This paper presents preliminary candidates for operational earthquake forecasting in Europe, based on variants of the well-established Epidemic Type Aftershock Sequence (ETAS) model. The authors draw on available harmonized datasets and a background model from the European Seismic Hazard model ESHM2020 to generate the pan-European models, making good use of prior painstaking work to collate the myriad of different national catalogs and methods. The study demonstrates convincingly that the ETAS models forecast some of the observed space-time clustering and may therefore be useful for real-time deployment. The detailed model evaluations include in-sample tests, which reveal some issues in some of the models as well as some issues with the applied tests, and they include a more severe out-of-sample pseudo-prospective test, and some sober and honest analysis of the relative performance of the models. They conclude that indeed 1-2 of the proposed ETAS models perform best and could serve as initial candidates (to be improved in the future).
Please see my (many) comments below. It’s a well written and structured paper – and I have only a couple of major comments, everything else is largely around presentation and suggestions for improvements.

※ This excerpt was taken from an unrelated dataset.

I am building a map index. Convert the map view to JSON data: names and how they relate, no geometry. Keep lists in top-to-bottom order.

I have one request to assess a forecast/simulation choice in more detail, and another to pursue some more analysis in the evaluation.

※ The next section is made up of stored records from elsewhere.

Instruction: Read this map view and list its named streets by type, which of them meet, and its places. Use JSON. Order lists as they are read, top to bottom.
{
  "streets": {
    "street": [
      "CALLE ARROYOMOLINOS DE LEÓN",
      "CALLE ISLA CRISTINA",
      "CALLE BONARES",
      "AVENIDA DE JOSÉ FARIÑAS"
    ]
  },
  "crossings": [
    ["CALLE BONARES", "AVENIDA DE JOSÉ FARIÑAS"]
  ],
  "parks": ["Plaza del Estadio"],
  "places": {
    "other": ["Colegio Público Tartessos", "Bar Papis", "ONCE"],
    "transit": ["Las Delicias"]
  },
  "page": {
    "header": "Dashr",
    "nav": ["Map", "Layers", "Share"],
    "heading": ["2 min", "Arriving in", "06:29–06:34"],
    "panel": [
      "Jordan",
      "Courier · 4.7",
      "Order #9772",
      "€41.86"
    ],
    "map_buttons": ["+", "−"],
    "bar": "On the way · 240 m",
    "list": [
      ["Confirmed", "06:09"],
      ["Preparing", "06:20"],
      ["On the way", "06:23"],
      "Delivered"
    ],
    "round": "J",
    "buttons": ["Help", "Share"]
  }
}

What is the influence of the chosen minimum probability level in histograms where no simulations have filled bins? How many number bins of the full space-time (and magnitude?) bins are set to this level? How frequently are they “observed”? How frequently do these empty number bins sit next to filled bins, suggesting perhaps that interpolation would be a better approach?

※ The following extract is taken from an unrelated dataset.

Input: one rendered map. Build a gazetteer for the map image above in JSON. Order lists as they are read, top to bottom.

The authors rightly identify some undesirable features in the retrospective hypothesis tests applied, which is a useful contribution. But that means they should pursue other/additional methods, e.g. comparing the cumulative number trajectories of observed and synthetic catalogs (see specific comment below), comparing (at least visually) the spatial distribution of the observed and synthetic catalogs, etc. Similarly, Figure 5 of the pseudo-prospective information gains don’t seem very insightful – this is a first step to identify what’s gone wrong/right, but would really benefit from some analysis, e.g. are the aftershocks not well captured in space, time or both? Why are the ETAS models sometimes performing worse than the ESHM2020 model? Even qualitative visual analysis would be useful.
Otherwise, please consider the below comments as hopefully constructive suggestions.
Abstract:
L2 – is the purpose an aftershock forecast model? It sounds like it based on the first sentence. Please clarify.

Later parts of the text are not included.